Task statement.
Search the entries for lines that contain the word "JSON", and report each one found.

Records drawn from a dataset

──────────

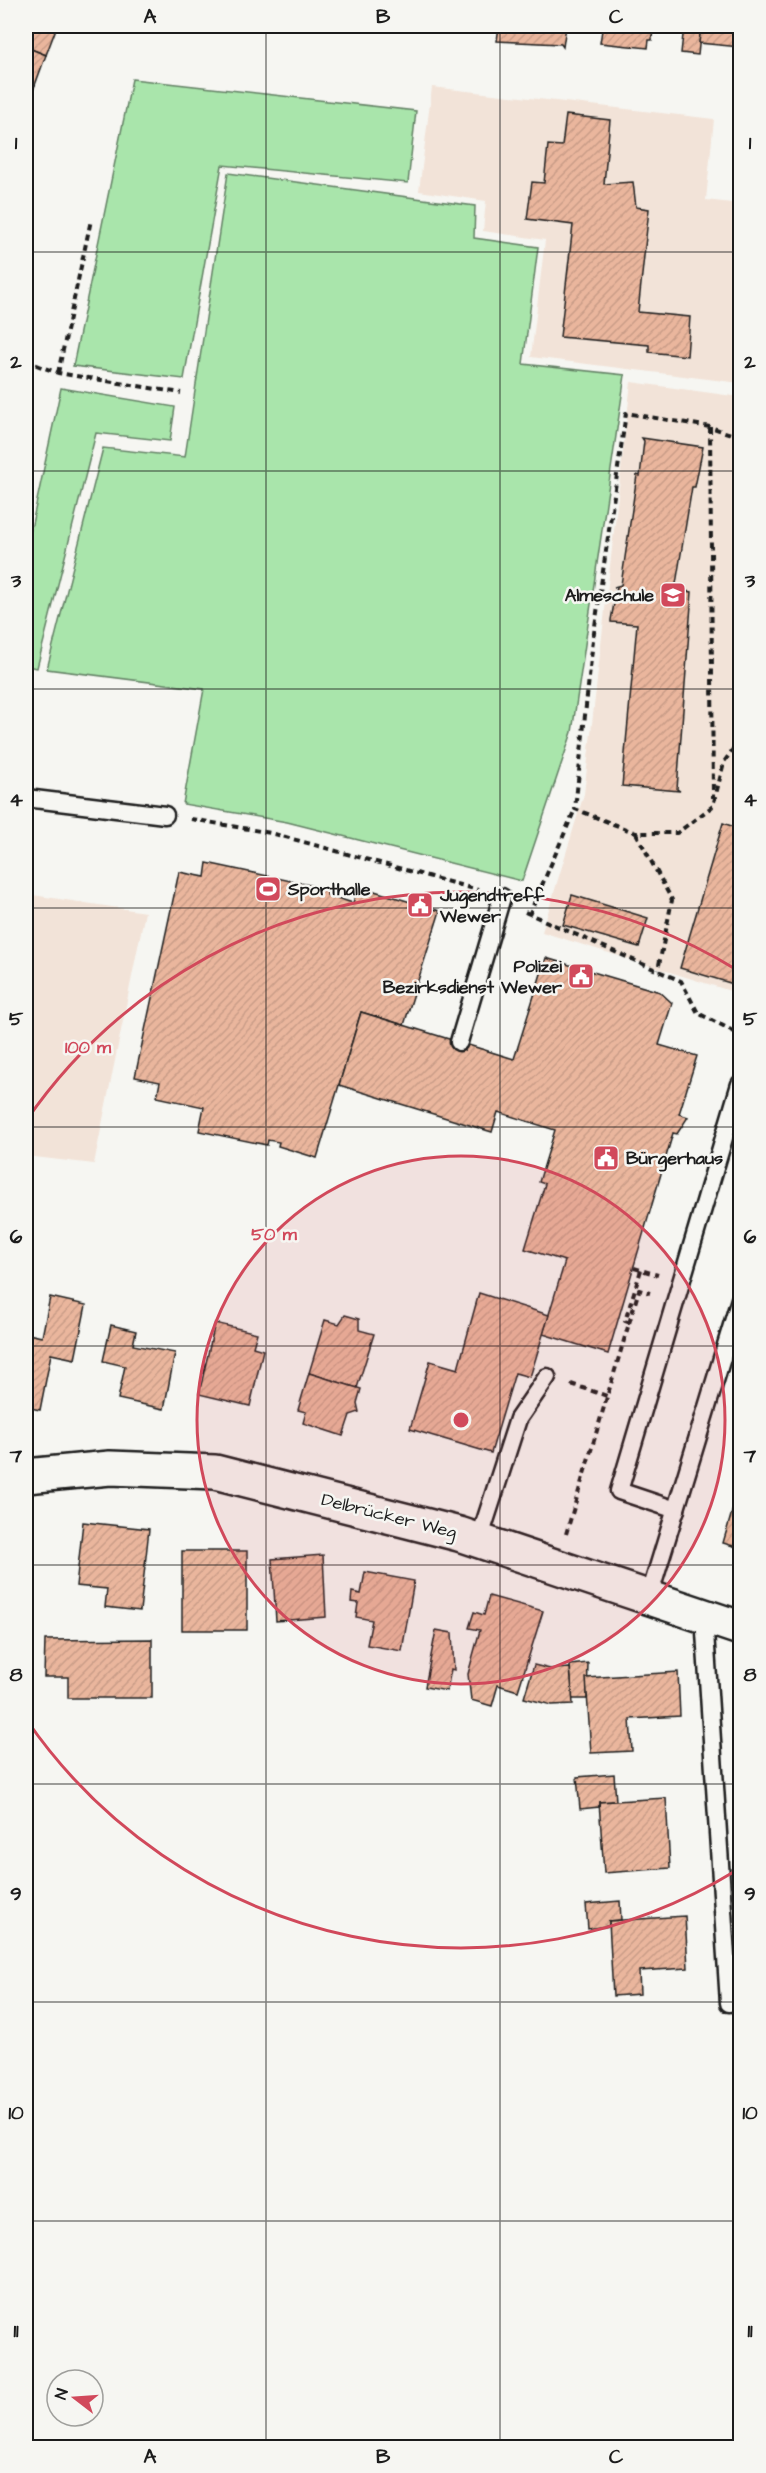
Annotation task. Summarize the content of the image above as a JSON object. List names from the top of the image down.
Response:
{
  "streets": {
    "street": ["Delbrücker Weg"]
  },
  "places": {
    "school or university": ["Almeschule"],
    "sports": ["Sporthalle"],
    "public building": ["Jugendtreff Wewer", "Polizei Bezirksdienst Wewer", "Bürgerhaus"]
  },
  "north": "left",
  "grid": {
    "columns": ["A", "B", "C"],
    "rows": [
      "1",
      "2",
      "3",
      "4",
      "5",
      "6",
      "7",
      "8",
      "9",
      "10",
      "11"
    ]
  },
  "rings": ["100 m", "50 m"]
}
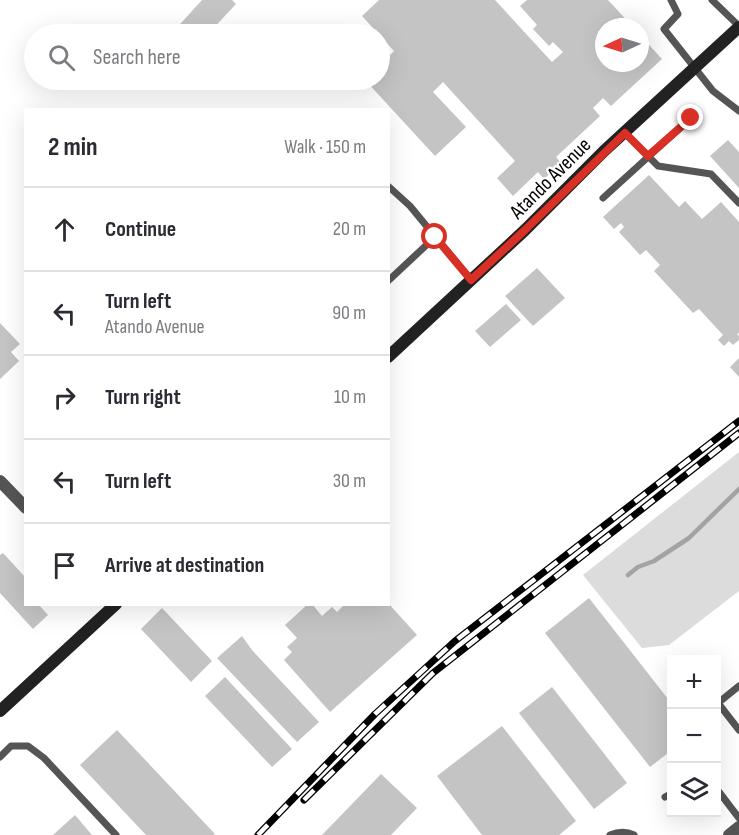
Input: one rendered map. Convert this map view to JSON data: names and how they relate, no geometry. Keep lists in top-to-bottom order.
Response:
{
  "streets": {
    "main road": ["Atando Avenue"]
  },
  "north": "left",
  "page": {
    "search": "Search here",
    "heading": ["2 min", "Walk · 150 m"],
    "list": [
      ["Continue", "20 m"],
      ["Turn left", "Atando Avenue", "90 m"],
      ["Turn right", "10 m"],
      ["Turn left", "30 m"],
      "Arrive at destination"
    ],
    "map_buttons": ["+", "−"]
  }
}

──────────

Written answer.
Annotation task. Summarize the content of the image above as a JSON object. List names from the top of the image down.
Input: one rendered map. Convert this map view to JSON data: names and how they relate, no geometry. Keep lists in top-to-bottom order.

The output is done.